The Gillard Labor Government will close down large areas of food and fibre production across northern Victoria if it adopts the final Murray-Darling Basin Plan.
Water Minister Peter Walsh said the Victorian Coalition Government could not support the Plan released by the Murray-Darling Basin Authority (MDBA) today.
"This Plan is a death warrant that will force agricultural industries across northern Victoria out of business," Mr Walsh said.
"There are smarter ways to achieve better environmental outcomes than stripping more water from rural communities.
"The socio-economic report outlines the industries that will be severely impacted upon: northern Victoria's dairy farmers, Sunraysia and Riverland horticulturalists, cotton growers in the Lower Ballonee and Murrumbidgee and New South Wales Murray rice growers.
"Communities across the Basin rely on the economic activity and jobs generated by these industries," Mr Walsh said.
Mr Walsh said despite a 20-week consultation process, the final outcome had barely changed from what the MDBA released in November.
"The Gillard Government has now spent $210 million on MDBA staff and consultants to deliver three failed Basin plans," Mr Walsh said.
"People across the Basin have stood in front of Craig Knowles and told him that this Plan will decimate their livelihoods and their communities, but their concerns have been utterly ignored.
"Instead of taking a balanced approach that considers social, environmental and economic outcomes, the plan remains focused on environmental targets in the lower lakes.

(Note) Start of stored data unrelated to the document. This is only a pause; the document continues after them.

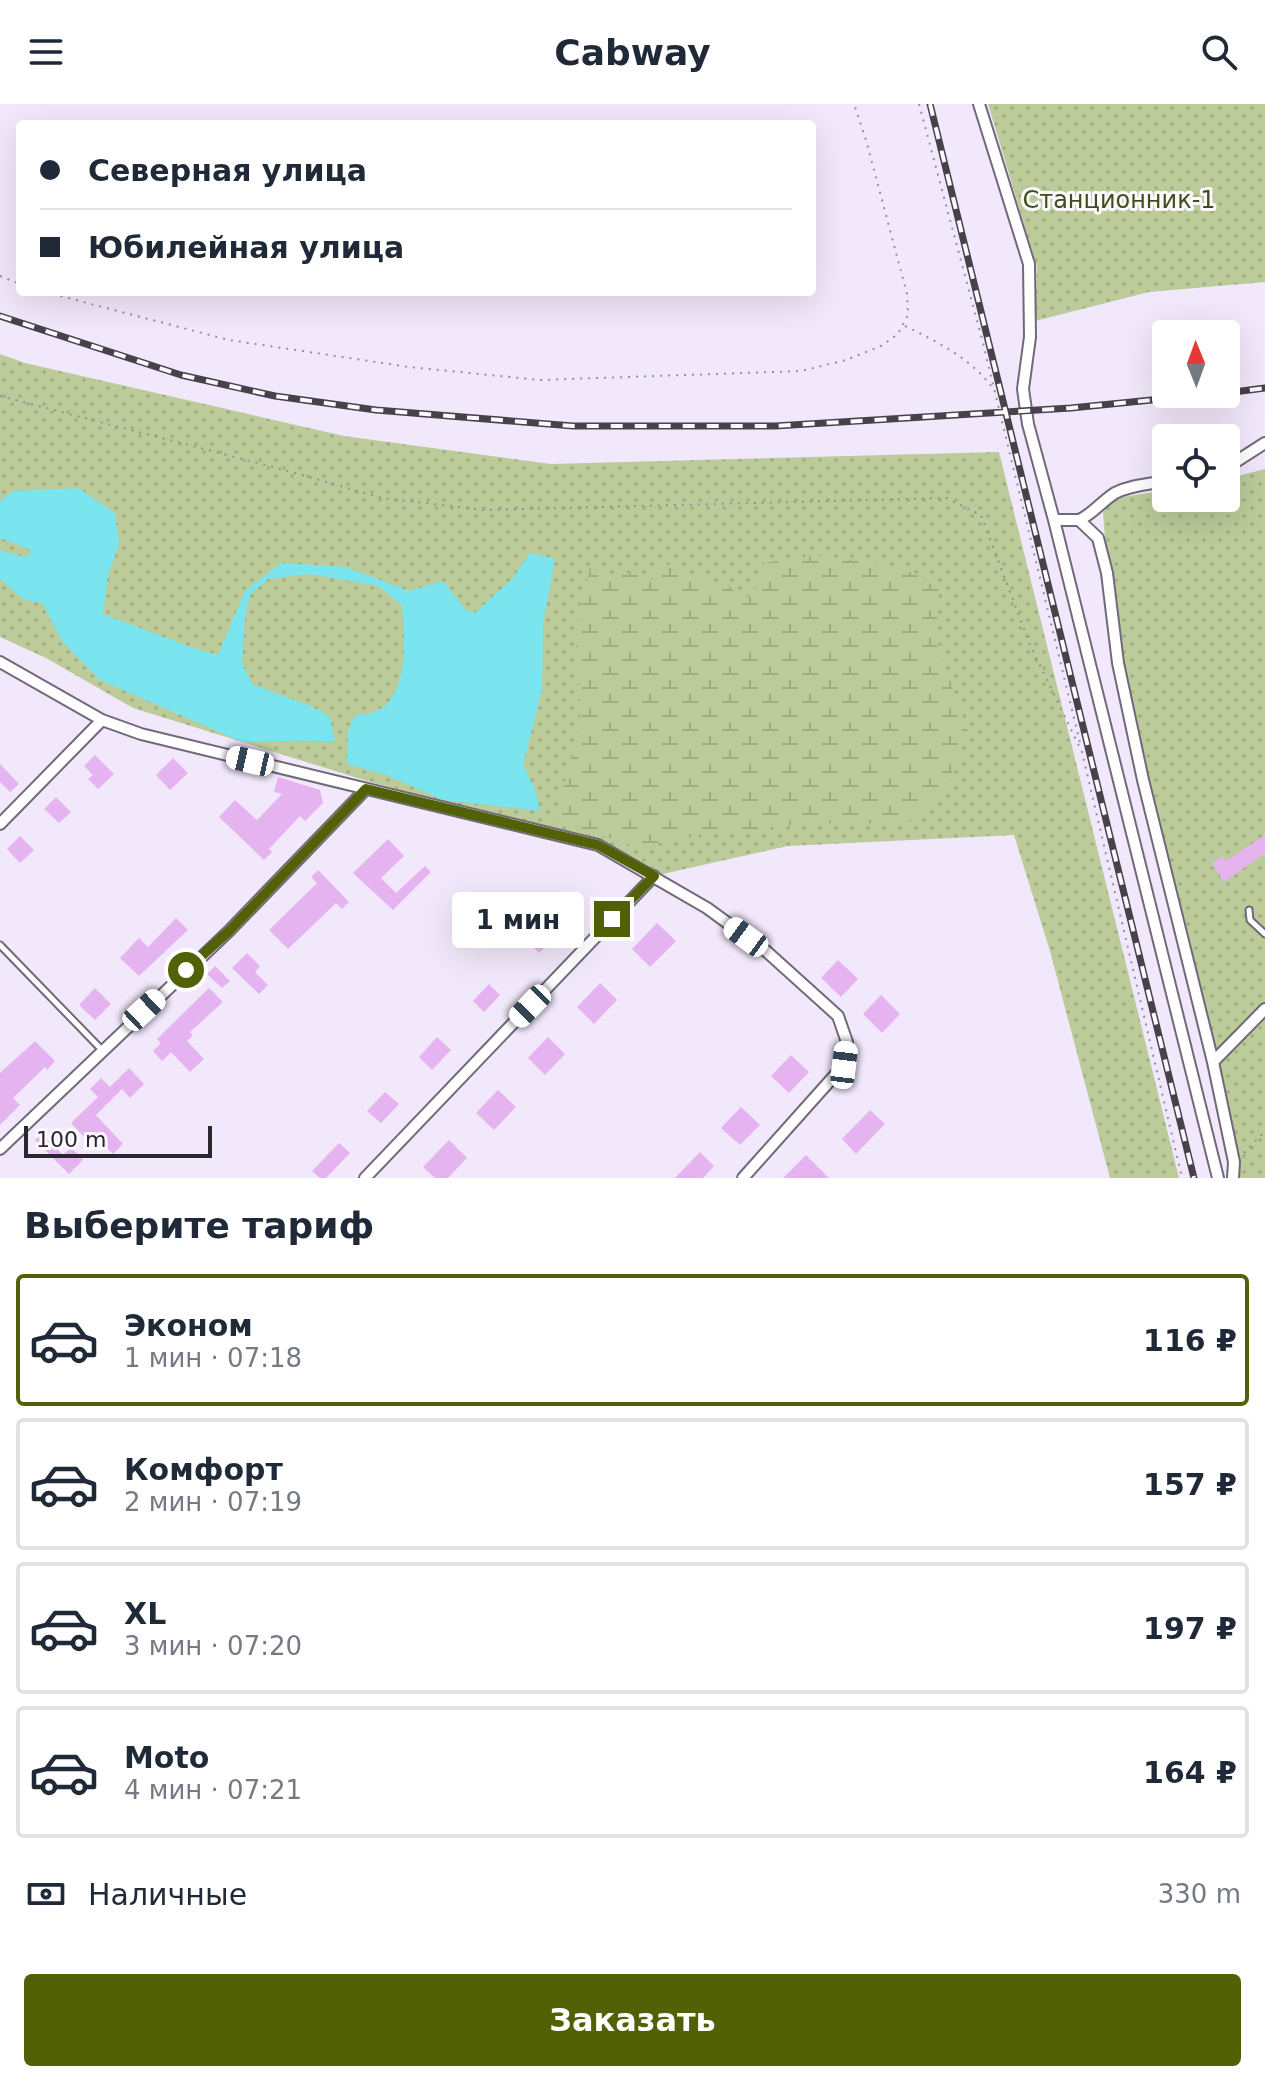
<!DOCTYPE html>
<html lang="ru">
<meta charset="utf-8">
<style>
body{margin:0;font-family:"DejaVu Sans",sans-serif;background:#f2f2f3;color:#1f2937;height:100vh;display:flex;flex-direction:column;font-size:30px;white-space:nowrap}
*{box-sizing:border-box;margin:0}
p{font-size:26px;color:#747a83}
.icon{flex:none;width:44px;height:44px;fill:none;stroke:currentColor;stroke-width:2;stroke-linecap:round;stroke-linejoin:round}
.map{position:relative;height:1074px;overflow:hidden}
.panel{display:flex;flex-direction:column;background:#fff;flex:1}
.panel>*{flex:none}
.guide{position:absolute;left:16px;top:16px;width:800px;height:176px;border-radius:8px;box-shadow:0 8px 32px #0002;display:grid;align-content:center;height:176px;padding:0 24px;background:#fff}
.needle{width:52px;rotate:359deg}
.fabs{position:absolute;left:1152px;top:216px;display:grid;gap:16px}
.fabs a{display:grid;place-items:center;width:88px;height:88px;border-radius:8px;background:#fff;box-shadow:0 8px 32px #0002;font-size:40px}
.scale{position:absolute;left:24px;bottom:20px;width:188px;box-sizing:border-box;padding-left:8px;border:4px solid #2a262d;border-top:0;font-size:22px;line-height:28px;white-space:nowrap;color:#2a262d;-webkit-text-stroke:6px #fbf9fd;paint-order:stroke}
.end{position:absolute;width:36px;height:36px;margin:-18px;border:10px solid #526105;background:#fff;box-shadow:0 0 0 4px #fff}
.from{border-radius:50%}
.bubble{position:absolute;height:56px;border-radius:8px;background:#fff;box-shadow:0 8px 32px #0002;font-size:26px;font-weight:700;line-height:56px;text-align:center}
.car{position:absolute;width:24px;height:48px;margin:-24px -12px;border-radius:10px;box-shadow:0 0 6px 2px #0007;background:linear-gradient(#fff 24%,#345 0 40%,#fff 0 76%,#345 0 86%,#fff 0)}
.guide b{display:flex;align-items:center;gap:28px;height:76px;font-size:30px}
.guide b+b{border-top:2px solid #e0e1e3}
.guide i{width:20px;height:20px;background:#1f2937}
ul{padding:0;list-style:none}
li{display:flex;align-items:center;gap:24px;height:132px;margin:0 16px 12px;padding:0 8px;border:4px solid #e0e1e3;border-radius:8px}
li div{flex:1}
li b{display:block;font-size:30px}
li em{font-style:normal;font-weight:700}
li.selected{border-color:#526105}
li>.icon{width:72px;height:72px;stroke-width:1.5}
h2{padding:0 24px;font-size:36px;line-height:96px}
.pay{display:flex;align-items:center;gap:20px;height:88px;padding:0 24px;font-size:30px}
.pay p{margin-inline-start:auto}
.button{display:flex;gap:16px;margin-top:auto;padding:16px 24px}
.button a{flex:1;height:92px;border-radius:8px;background:#526105;color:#fff;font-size:32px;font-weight:700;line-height:92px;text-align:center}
header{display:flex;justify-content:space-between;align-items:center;height:104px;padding:0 24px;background:#fff;font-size:36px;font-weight:700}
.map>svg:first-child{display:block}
.green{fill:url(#green-dots)}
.wetland{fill:url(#wetland-marsh)}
.water{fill:#7ae5ee}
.building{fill:#e5b3ef}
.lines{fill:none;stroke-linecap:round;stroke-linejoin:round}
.service-casing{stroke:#716879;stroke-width:9}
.minor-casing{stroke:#716879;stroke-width:14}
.path{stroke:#958e9b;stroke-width:2;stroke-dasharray:2 6;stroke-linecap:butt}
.service{stroke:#fff;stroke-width:5}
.minor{stroke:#fff;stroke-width:10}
.rail-casing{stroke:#47424a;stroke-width:7}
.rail{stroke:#fbf9fd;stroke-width:4;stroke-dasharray:12;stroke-linecap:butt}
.route{stroke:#526105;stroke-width:10}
.labels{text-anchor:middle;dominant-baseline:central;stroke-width:6;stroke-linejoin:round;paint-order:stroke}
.park-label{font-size:24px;fill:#3f4d19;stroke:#fbf9fd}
</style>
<header><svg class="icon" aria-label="menu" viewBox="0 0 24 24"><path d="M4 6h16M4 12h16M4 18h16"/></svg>Cabway<svg class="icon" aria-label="search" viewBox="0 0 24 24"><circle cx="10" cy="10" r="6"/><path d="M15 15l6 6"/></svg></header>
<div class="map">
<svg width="1265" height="1074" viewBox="0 0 1265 1074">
<defs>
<pattern id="green-dots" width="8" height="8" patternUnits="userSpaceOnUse" patternTransform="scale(2)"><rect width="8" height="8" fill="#bbcb99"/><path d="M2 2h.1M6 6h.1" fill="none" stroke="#a1ae84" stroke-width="1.8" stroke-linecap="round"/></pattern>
<pattern id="wetland-marsh" width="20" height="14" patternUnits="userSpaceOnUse" patternTransform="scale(2)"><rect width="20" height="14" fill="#bbcb99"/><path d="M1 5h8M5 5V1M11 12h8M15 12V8" fill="none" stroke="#a1ae84"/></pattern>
</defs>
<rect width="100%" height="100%" fill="#f2e8fb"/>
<!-- green -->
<path class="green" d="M988,0H1265V178L1149,188L1035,217L1037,163Z
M0,250L25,259L344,332L551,360L999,348L1179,1074H1110L1050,847L1014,731L788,742L654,772L598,741L364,676L133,604L46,554L0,533Z
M1265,365V1074H1230L1231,1059L1132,656L1114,550L1103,408L1117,394L1166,386V394H1226V375Z"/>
<!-- wetland -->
<path class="wetland" d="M816,451L884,460L919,471L939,486L936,538L968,627L946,685L907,720L818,719L711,729L638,743L554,717L581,620L576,531L590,463L607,472L631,468L652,476L659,457L696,473L729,481L742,498L755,485L764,459Z"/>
<!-- water -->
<path class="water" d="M78,384L115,409L119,440L108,471L103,510L193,544L218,551L245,487L281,459L346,463L409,487L443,477L467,507L475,509L512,475L530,449L555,455L543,519L542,586L523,661L535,685L540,707L443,696L389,672L347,660L348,627L355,611C361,610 369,610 374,608C410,595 405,532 402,502L379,482L310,470L268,475L250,491L245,513L242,558L252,580L313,603L330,613L335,637L242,638L100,576L61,536L43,500L23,495L0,475V446L25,453L31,449L29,445L0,434V397L13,387Z"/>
<!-- building -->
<path class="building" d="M95,651L114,670L98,685L88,675L93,671L84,662Z
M173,654L188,669L170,686L156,671Z
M0,660L19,680L10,688L0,678Z
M278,673L320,686L323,699L305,717L300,712L269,745L272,748L264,756L219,713L235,696L257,716L282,690L274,688Z
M56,693L71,708L59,719L44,705Z
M1265,731V749L1224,778L1212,759L1223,752L1226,757Z
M20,732L34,746L20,759L7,745Z
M388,735L404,752L381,774L396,789L425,762L431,768L393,806L353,769Z
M318,766L349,798L342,805L336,799L288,845L269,826L317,779L311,773Z
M176,814L188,826L139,872L120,854L139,834L148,843Z
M657,819L676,837L650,863L632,845Z
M544,822L555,833L539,849L528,838Z
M247,849L260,862L255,868L268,881L259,890L232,864Z
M838,856L858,875L841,893L821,874Z
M215,862L230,877L222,884L207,870Z
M600,879L617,896L594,920L577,903Z
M489,880L500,891L484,908L473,897Z
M95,884L111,900L95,916L79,901Z
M209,884L223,898L190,928L193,931L187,937L204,955L190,968L171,948L162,957L153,947L161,939L157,935Z
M881,891L900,910L882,929L863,910Z
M437,933L451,946L432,966L419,953Z
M548,933L565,950L545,971L528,954Z
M35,937L55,957L47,966L45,963L13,994L20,1001L0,1021V969Z
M791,951L809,968L789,989L771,972Z
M129,964L144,980L130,994L122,985L96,1011L123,1040L113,1050L94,1031L88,1037L71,1019L98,993L90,985L101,974L110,983Z
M498,986L516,1003L494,1026L476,1009Z
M385,988L399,1000L381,1019L367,1007Z
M741,1003L760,1021L740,1041L721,1024Z
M870,1006L885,1020L856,1050L842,1035Z
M42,1029L63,1051L71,1043L83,1056L69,1070L35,1036Z
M449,1036L467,1054L448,1074H435L423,1063Z
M339,1039L350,1049L326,1074H320L312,1067Z
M700,1048L714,1062L703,1074H675Z
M806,1051L829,1074H783Z"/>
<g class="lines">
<defs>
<path id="service" d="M1249,806L1250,816L1265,830
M0,841L102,946"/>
<path id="minor" d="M979,0L1029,160L1030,233L1023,285L1028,320L1054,416L1218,1074
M1226,364L1265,339
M1166,377C1149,380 1131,381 1115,389C1102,397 1093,410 1079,416L1098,434L1107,469L1118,559L1143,676L1213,958L1234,1058L1233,1074
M1054,416H1079
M0,558L102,616L141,630L598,741L707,804L766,847L838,912L847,938L844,961L743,1074
M0,720L102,616
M1213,958L1265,905
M0,1045L229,827L366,685
M365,1074L654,772"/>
</defs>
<!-- service casing -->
<use href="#service" class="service-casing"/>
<!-- minor casing -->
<use href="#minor" class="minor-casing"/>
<!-- path -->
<path class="path" d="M919,0L983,239L1081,643
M0,172L20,180
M45,188L229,236L409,263L540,276L801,267L846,256L881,242L898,230L908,211L907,190L866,36L854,0
M905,222C940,239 972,255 995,287
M0,292L281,365L382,394L484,406L946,394L981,411L1030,541L1082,648L1182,1074
M1244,1049L1265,1027"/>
<!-- service -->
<use href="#service" class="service"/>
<!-- minor -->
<use href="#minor" class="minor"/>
<defs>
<path id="rail" d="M930,0L1194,1074
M0,212L181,271L275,292L376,306L573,322H775L1071,304L1212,290
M1226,289L1265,284"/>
</defs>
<!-- rail casing -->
<use href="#rail" class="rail-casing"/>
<!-- rail -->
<use href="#rail" class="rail"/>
</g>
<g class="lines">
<!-- route -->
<path class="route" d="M186,866L229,827L366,685L598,741L654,772L612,815"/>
</g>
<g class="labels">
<!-- park labels -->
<g class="park-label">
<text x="1119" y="96">Станционник-1</text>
</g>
</g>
</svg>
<div class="fabs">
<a><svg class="needle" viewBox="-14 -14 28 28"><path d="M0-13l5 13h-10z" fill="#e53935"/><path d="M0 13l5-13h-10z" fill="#747a83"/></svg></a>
<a><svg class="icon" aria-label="locate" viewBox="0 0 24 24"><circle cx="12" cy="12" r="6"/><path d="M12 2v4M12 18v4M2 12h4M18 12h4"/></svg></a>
</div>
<div class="scale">100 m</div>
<i class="end from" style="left:186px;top:866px"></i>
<i class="end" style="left:612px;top:815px"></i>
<div class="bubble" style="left:452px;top:788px;width:132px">1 мин</div>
<i class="car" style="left:250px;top:657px;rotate:283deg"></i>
<i class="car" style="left:746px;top:833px;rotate:306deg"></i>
<i class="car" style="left:530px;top:902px;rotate:224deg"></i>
<i class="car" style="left:144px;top:906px;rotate:47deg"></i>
<i class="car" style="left:844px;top:961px;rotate:7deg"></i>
<div class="guide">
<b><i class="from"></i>Северная улица</b>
<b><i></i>Юбилейная улица</b>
</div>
</div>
<section class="panel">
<h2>Выберите тариф</h2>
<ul>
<li class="selected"><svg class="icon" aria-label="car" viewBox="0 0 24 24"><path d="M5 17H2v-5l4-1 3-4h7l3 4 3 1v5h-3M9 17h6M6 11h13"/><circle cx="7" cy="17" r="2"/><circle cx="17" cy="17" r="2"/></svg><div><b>Эконом</b><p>1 мин · 07:18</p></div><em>116 ₽</em></li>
<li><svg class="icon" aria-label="car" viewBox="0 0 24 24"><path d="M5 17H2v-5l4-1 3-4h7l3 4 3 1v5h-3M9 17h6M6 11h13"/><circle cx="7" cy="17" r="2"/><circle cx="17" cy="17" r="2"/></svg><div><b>Комфорт</b><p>2 мин · 07:19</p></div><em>157 ₽</em></li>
<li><svg class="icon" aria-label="car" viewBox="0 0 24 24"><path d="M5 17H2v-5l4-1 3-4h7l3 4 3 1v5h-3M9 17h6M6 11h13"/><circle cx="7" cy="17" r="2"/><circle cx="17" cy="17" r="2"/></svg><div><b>XL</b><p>3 мин · 07:20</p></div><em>197 ₽</em></li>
<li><svg class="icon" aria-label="car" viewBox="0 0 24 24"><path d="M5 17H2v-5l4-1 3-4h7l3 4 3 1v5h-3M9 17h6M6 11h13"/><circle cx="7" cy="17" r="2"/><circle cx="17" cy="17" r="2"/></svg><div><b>Moto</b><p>4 мин · 07:21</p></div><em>164 ₽</em></li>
</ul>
<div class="pay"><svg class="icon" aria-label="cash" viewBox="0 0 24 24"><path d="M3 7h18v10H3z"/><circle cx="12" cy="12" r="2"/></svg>Наличные<p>330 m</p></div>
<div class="button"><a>Заказать</a></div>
</section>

"It would seem submissions from the Basin states – who will ultimately be responsible for the implementation of any final plan – were also thrown in the rubbish bin.
"Victoria has spent considerable time and resources trying to fill large knowledge gaps and give Canberra a better understanding of how the Basin works.
"We have invested our own resources into modelling how the MDBA's environmental goals can be achieved with fewer cuts to consumptive water and better management of the river system.
"Despite this work, the plan still recommends 2750 gigalitres of water be taken from communities, which will bring more pain for Victoria.
"It is also concerning that this target has not been apportioned to each state which means we don't know who will be forced to give up more water."
Mr Walsh said the Coalition Government had also raised key concerns about the 2015 review of sustainable diversion limits, the cost of implementation and compliance to state government and the prescriptive nature of environmental watering plans.
"This disappointing document remains practically unworkable, impossibly costly to implement and introduces legal uncertainty and another layer of regulation," Mr Walsh said.
"We must now work to secure changes through the ministerial council to make sure the legislation introduced by the Gillard Government does not disadvantage Victoria."